● **Exercise objective**
Whenever a line below holds the word "JSON", count it; then give the total and nothing else.

━━━━━ Source information

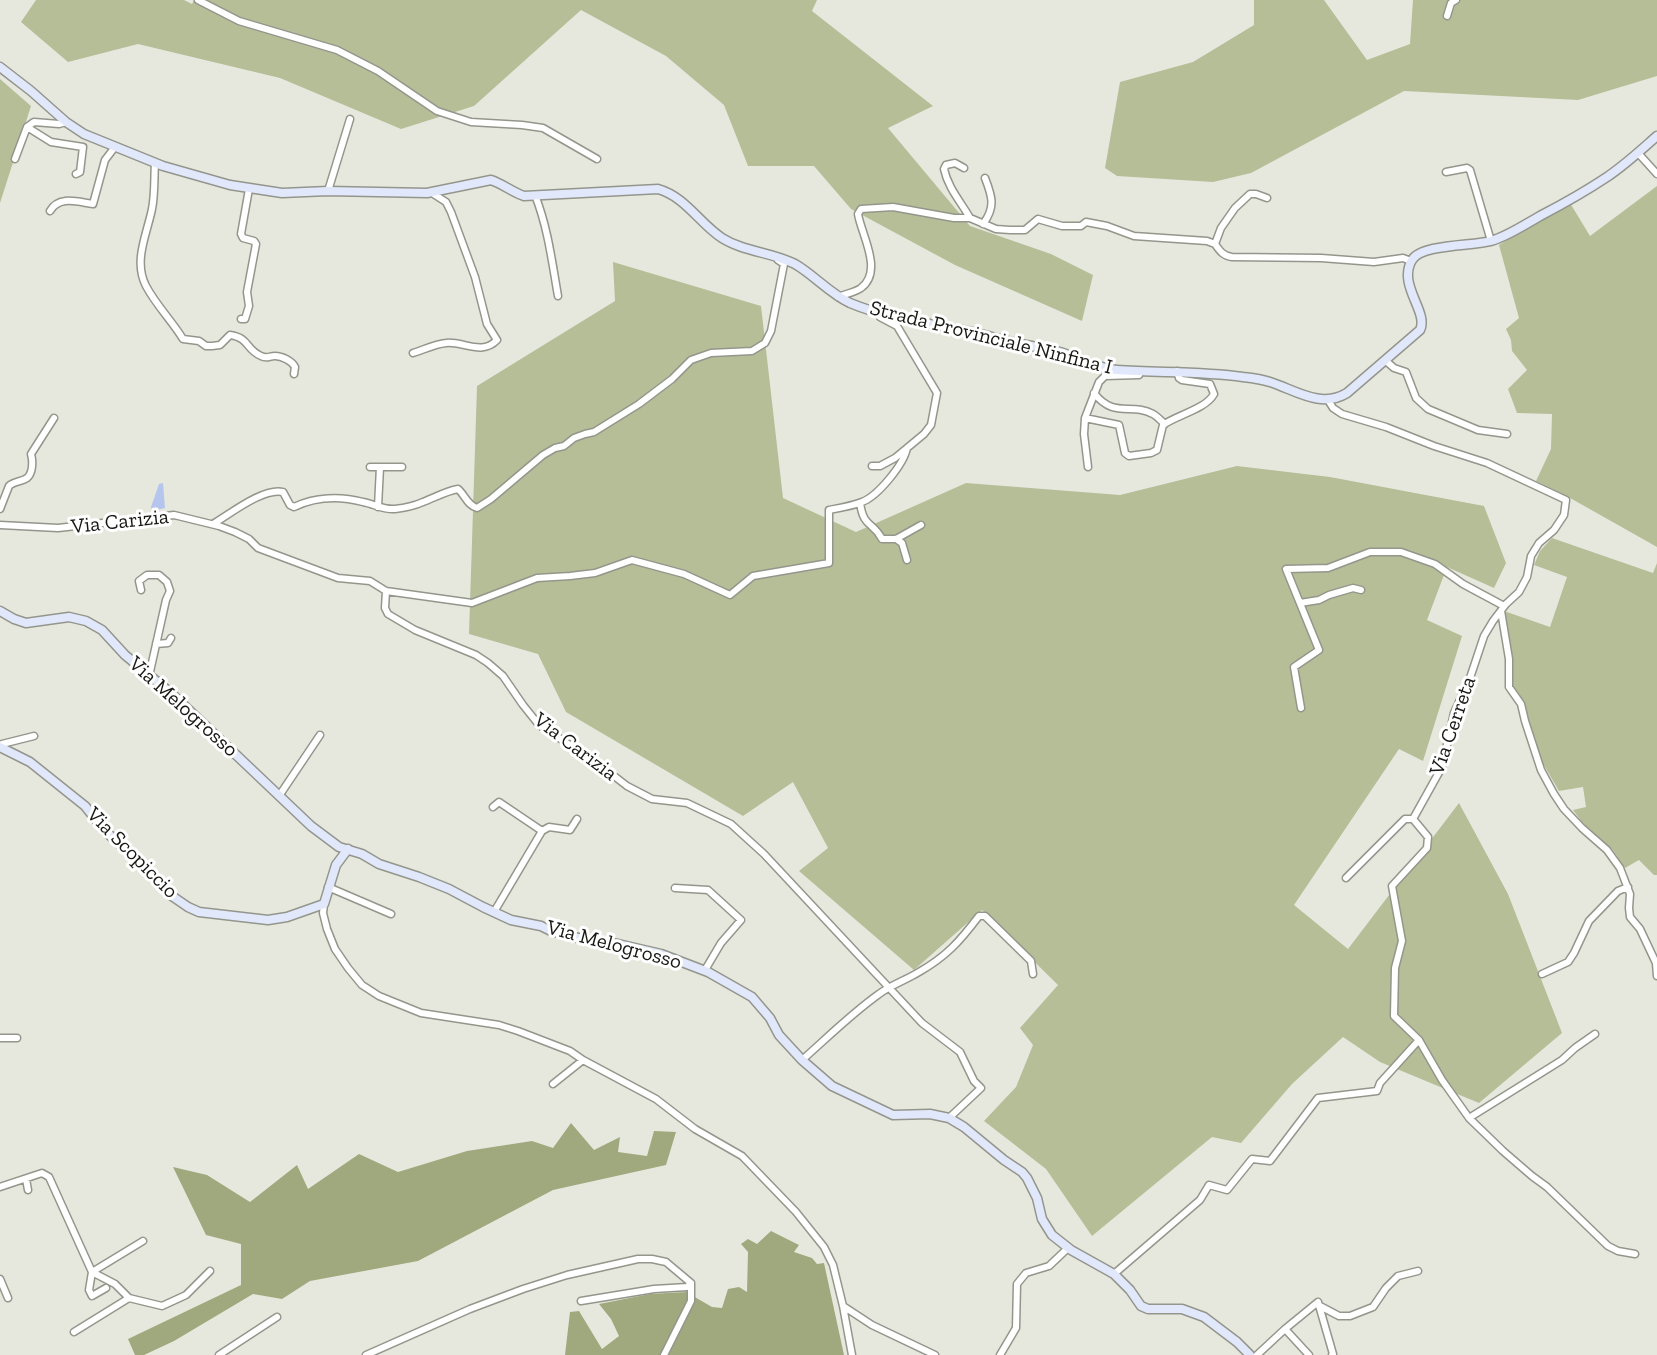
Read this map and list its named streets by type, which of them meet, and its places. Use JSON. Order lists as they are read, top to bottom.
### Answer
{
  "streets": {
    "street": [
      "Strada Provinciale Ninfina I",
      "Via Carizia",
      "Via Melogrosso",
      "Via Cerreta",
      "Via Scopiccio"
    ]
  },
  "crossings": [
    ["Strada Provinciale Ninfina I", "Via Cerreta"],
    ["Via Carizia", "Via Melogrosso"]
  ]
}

━━━━━━━━━━
━━━━━ Source information

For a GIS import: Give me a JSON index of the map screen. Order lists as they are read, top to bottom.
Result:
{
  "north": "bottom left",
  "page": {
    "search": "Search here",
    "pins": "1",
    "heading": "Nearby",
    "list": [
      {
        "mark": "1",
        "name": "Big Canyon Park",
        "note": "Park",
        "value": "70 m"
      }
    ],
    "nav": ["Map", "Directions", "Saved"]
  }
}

━━━━━━━━━━

● **Reply**
2